**Required action**
Without the images, reproduce every entry exactly.

**Dataset records**
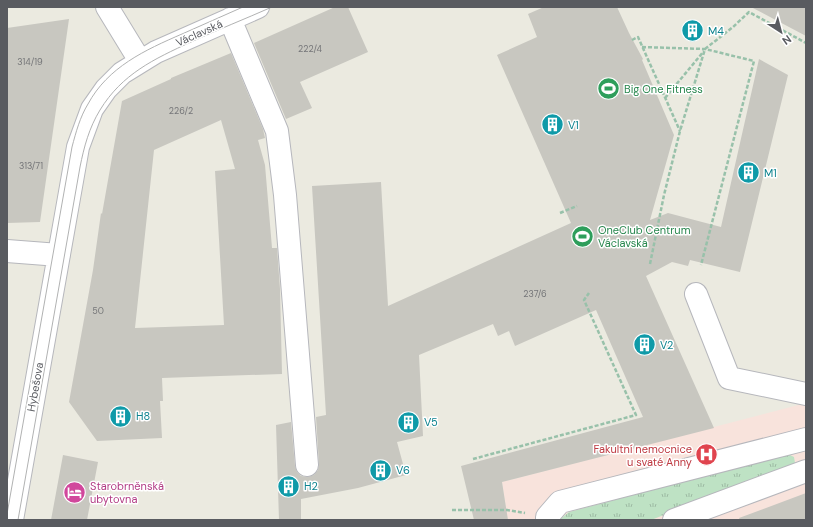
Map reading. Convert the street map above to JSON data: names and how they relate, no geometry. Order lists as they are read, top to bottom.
{
  "streets": {
    "street": ["Václavská", "Hybešova"]
  },
  "crossings": [
    ["Václavská", "Hybešova"]
  ],
  "places": {
    "building": [
      "M4",
      "V1",
      "M1",
      "V2",
      "H8",
      "V5",
      "V6",
      "H2"
    ],
    "sports": ["Big One Fitness", "OneClub Centrum Václavská"],
    "hospital": ["Fakultní nemocnice u svaté Anny"],
    "hotel": ["Starobrněnská ubytovna"]
  },
  "house_numbers": [
    "222/4",
    "314/19",
    "226/2",
    "313/71",
    "237/6",
    "50"
  ],
  "north": "bottom right"
}
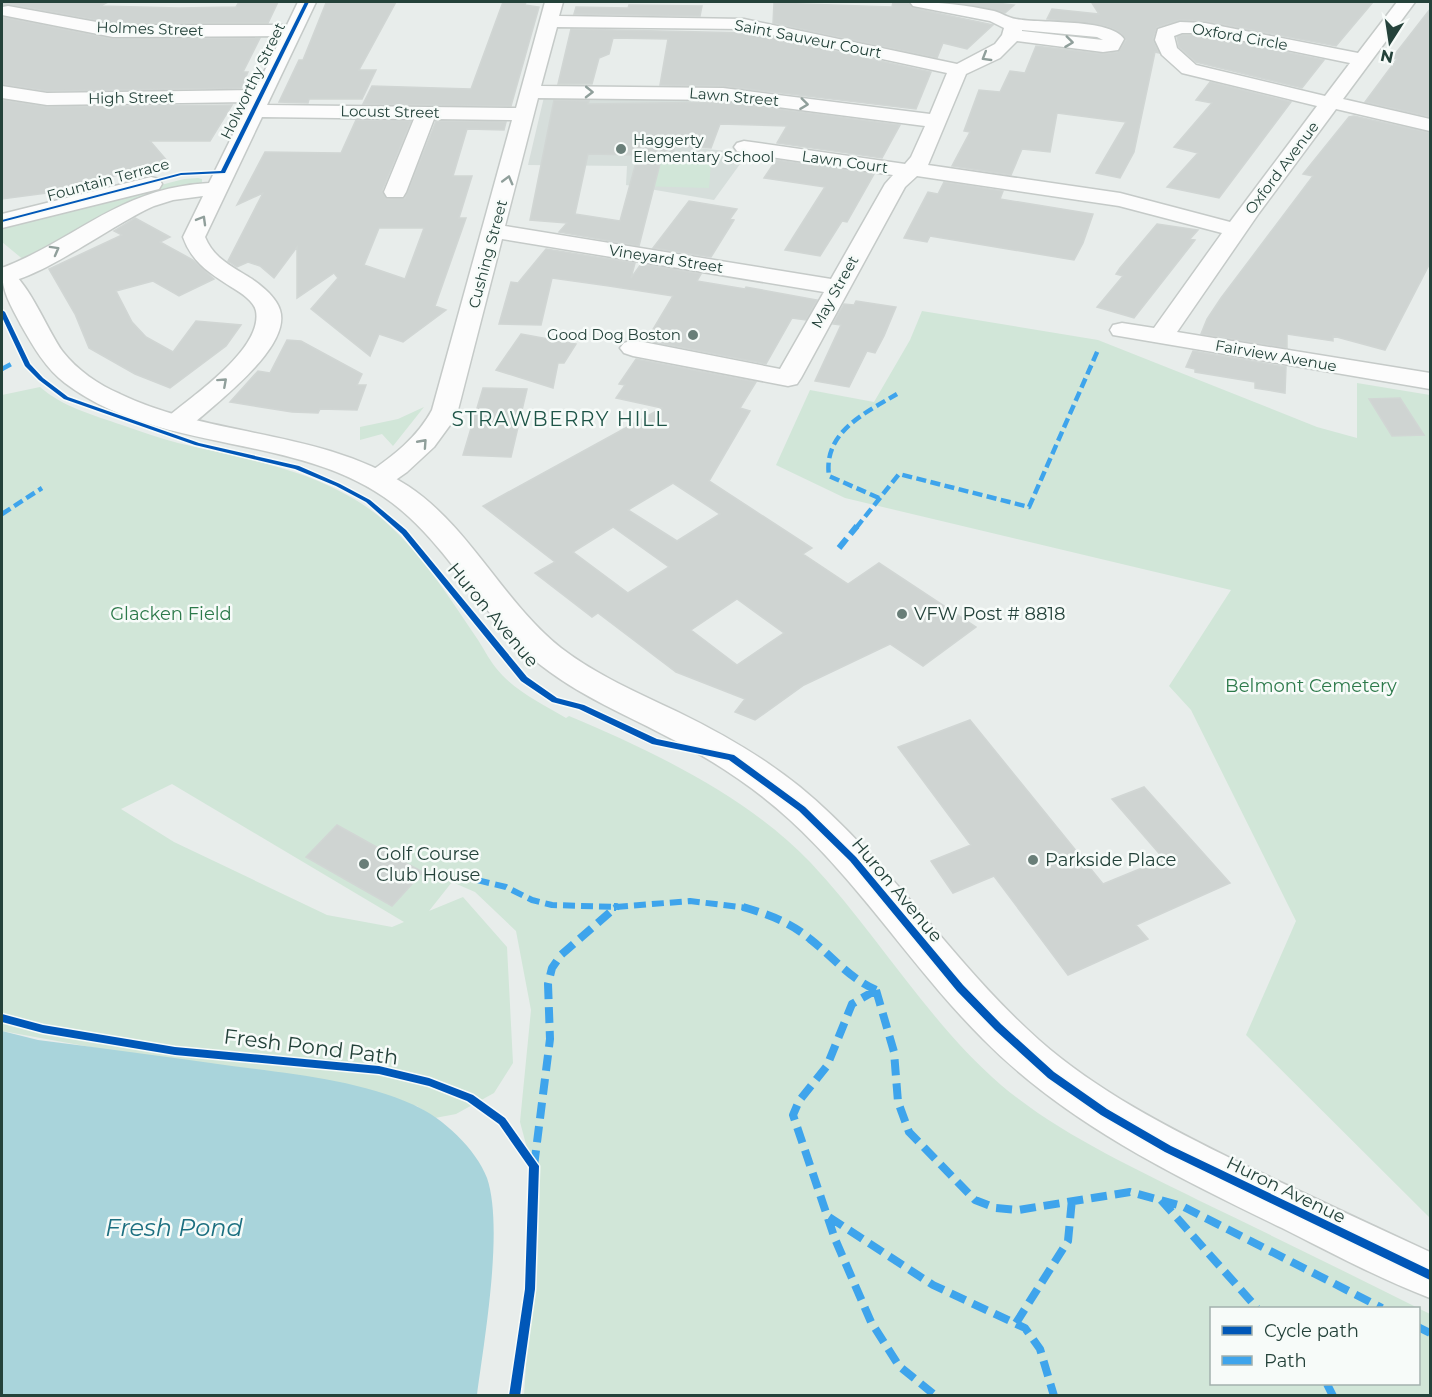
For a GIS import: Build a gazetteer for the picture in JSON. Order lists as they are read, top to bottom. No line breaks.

**Response to this exercise**
Map reading. Convert the street map above to JSON data: names and how they relate, no geometry. Order lists as they are read, top to bottom.
{
  "streets": {
    "street": ["Václavská", "Hybešova"]
  },
  "crossings": [
    ["Václavská", "Hybešova"]
  ],
  "places": {
    "building": [
      "M4",
      "V1",
      "M1",
      "V2",
      "H8",
      "V5",
      "V6",
      "H2"
    ],
    "sports": ["Big One Fitness", "OneClub Centrum Václavská"],
    "hospital": ["Fakultní nemocnice u svaté Anny"],
    "hotel": ["Starobrněnská ubytovna"]
  },
  "house_numbers": [
    "222/4",
    "314/19",
    "226/2",
    "313/71",
    "237/6",
    "50"
  ],
  "north": "bottom right"
}
For a GIS import: Build a gazetteer for the picture in JSON. Order lists as they are read, top to bottom. No line breaks.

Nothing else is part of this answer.